# AIM OF THE EXERCISE
Search the records below for the word "position" and show every line where it occurs.

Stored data

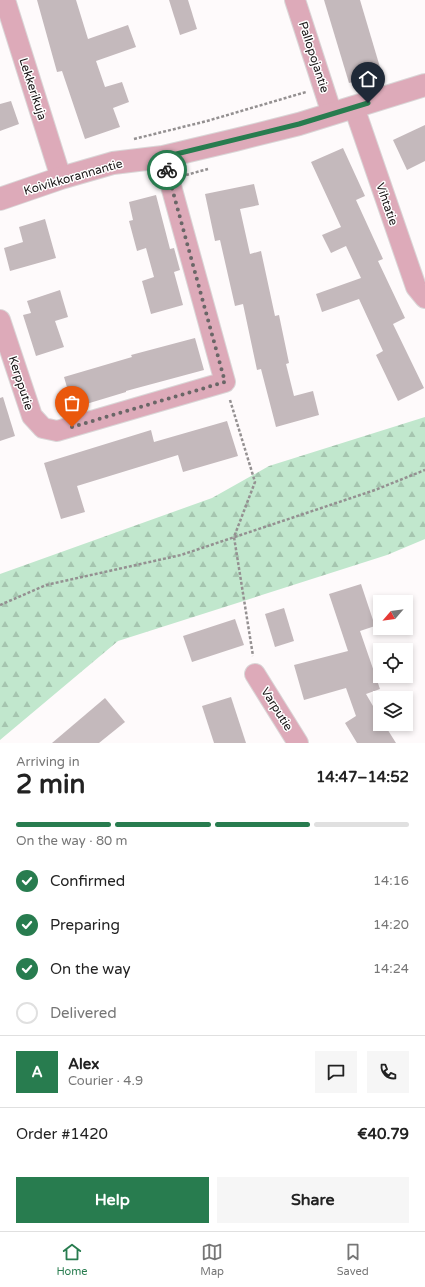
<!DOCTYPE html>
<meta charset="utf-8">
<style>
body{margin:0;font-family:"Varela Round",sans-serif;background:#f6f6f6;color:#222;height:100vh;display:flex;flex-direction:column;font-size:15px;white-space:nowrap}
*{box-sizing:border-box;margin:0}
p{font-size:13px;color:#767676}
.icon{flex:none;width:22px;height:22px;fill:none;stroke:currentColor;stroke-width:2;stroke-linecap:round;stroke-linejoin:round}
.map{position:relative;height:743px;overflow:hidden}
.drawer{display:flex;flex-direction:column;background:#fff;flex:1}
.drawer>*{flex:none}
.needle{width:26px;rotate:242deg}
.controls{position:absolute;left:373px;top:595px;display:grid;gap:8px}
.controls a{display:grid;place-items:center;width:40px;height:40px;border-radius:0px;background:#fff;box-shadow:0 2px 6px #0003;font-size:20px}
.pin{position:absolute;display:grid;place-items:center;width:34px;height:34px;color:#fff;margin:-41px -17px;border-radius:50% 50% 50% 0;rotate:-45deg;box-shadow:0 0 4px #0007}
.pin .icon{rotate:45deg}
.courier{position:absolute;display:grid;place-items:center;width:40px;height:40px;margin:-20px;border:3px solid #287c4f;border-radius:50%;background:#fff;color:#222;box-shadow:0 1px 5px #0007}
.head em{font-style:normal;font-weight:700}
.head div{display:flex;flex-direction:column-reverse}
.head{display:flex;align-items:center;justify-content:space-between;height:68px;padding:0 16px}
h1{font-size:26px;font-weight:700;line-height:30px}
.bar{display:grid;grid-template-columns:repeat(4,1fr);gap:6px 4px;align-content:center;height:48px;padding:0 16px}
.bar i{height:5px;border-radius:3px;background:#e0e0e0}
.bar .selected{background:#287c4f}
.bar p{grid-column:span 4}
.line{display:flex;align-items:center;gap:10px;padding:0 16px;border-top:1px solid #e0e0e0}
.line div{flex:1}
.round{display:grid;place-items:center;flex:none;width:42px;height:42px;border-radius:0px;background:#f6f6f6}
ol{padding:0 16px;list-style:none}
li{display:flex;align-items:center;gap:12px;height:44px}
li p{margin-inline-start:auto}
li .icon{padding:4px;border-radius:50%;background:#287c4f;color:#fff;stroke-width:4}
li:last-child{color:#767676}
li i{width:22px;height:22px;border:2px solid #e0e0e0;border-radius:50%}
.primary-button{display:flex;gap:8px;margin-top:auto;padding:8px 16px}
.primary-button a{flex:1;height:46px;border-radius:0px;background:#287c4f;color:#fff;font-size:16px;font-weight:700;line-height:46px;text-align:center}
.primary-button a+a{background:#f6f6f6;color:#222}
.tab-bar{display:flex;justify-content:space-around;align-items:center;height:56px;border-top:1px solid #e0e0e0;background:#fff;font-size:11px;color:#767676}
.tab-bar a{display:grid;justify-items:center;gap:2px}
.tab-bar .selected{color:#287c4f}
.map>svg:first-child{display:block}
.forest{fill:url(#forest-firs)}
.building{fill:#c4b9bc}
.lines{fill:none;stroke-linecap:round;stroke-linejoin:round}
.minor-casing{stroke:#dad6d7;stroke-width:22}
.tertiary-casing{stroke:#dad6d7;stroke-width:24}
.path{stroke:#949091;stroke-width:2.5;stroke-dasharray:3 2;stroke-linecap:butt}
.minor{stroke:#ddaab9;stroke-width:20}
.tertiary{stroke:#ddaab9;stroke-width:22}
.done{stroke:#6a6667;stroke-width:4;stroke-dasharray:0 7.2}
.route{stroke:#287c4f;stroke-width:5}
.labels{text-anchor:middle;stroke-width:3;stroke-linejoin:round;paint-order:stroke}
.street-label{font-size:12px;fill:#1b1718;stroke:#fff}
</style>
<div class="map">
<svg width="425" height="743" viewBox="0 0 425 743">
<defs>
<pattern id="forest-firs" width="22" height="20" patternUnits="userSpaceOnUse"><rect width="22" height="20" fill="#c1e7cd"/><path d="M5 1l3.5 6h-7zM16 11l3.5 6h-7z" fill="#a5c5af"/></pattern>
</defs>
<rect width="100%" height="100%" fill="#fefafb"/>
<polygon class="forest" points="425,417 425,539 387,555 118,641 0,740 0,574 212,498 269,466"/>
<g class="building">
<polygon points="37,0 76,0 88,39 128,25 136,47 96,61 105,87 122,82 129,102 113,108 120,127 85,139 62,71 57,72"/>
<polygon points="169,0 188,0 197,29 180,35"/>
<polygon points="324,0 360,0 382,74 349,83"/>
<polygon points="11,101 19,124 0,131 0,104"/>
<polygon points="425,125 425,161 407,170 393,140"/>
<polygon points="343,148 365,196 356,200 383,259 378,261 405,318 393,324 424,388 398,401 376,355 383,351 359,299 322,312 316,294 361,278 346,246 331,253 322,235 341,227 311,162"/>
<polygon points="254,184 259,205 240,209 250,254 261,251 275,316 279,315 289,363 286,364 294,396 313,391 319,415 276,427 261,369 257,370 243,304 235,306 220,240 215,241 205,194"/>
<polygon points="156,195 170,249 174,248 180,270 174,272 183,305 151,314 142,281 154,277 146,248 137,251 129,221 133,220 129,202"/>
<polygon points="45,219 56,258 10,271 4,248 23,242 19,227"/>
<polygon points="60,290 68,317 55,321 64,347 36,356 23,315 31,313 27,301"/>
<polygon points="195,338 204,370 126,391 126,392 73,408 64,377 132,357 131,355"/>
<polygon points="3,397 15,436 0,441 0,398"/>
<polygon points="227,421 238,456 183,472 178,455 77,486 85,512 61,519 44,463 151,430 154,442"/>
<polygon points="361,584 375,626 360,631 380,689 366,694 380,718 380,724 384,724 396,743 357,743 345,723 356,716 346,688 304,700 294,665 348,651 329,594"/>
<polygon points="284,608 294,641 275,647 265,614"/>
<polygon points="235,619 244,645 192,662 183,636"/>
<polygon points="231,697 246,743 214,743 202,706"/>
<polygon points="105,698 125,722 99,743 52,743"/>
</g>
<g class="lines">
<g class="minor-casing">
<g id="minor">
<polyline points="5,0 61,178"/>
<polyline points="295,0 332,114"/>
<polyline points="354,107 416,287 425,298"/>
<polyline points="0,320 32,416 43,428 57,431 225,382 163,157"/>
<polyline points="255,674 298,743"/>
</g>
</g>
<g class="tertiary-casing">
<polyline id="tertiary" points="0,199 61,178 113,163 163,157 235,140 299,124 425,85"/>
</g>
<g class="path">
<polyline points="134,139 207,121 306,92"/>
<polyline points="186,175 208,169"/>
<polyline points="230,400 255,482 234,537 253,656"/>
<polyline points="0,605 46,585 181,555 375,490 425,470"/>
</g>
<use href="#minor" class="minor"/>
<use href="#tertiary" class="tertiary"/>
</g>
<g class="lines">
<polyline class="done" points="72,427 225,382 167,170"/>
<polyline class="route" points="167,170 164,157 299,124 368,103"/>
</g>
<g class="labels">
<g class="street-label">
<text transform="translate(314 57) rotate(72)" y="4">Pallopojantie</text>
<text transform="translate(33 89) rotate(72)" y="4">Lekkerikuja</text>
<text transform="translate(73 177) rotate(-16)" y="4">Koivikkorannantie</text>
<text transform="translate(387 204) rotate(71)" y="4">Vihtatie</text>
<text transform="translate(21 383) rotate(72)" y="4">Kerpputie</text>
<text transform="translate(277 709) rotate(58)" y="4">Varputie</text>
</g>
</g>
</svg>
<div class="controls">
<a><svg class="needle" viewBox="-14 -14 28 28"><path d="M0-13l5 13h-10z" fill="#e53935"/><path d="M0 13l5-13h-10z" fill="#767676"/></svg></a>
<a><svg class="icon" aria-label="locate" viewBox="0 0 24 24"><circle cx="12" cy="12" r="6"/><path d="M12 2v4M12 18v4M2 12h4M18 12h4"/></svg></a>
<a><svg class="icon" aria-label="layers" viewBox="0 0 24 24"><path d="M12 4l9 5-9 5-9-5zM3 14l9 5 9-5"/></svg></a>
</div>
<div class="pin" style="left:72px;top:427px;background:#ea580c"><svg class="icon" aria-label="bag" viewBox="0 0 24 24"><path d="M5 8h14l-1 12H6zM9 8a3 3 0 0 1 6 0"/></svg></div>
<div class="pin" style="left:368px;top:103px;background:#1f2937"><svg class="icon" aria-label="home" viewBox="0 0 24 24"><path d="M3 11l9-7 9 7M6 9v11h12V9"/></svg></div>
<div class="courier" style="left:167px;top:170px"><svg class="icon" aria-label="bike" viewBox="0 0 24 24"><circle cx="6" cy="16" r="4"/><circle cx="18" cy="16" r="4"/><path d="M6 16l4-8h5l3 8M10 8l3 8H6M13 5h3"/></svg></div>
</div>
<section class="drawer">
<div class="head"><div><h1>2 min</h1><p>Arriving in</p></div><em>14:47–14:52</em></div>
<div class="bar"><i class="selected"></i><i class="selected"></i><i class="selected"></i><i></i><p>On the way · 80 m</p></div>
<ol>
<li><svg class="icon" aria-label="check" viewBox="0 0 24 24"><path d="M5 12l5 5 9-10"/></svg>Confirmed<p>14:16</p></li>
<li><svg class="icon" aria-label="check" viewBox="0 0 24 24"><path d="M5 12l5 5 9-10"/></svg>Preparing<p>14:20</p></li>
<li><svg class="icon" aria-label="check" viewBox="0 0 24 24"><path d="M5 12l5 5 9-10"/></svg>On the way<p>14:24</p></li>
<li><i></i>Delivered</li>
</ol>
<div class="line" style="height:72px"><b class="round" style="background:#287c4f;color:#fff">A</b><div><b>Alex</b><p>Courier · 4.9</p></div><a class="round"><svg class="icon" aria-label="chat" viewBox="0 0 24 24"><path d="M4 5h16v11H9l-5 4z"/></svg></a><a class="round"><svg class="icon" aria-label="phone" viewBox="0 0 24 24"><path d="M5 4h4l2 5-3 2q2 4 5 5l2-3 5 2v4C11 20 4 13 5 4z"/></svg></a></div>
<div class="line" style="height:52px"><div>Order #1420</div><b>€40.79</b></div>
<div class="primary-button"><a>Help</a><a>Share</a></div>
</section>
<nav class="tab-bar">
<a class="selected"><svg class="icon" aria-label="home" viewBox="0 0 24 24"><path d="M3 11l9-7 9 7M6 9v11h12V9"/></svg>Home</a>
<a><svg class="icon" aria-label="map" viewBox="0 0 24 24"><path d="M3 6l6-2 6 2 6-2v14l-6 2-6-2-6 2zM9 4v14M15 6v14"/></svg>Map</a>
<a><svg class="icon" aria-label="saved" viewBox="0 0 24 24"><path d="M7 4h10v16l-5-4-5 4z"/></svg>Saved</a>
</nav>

# ANSWER SPACE
.map{position:relative;height:743px;overflow:hidden}
.controls{position:absolute;left:373px;top:595px;display:grid;gap:8px}
.pin{position:absolute;display:grid;place-items:center;width:34px;height:34px;color:#fff;margin:-41px -17px;border-radius:50% 50% 50% 0;rotate:-45deg;box-shadow:0 0 4px #0007}
.courier{position:absolute;display:grid;place-items:center;width:40px;height:40px;margin:-20px;border:3px solid #287c4f;border-radius:50%;background:#fff;color:#222;box-shadow:0 1px 5px #0007}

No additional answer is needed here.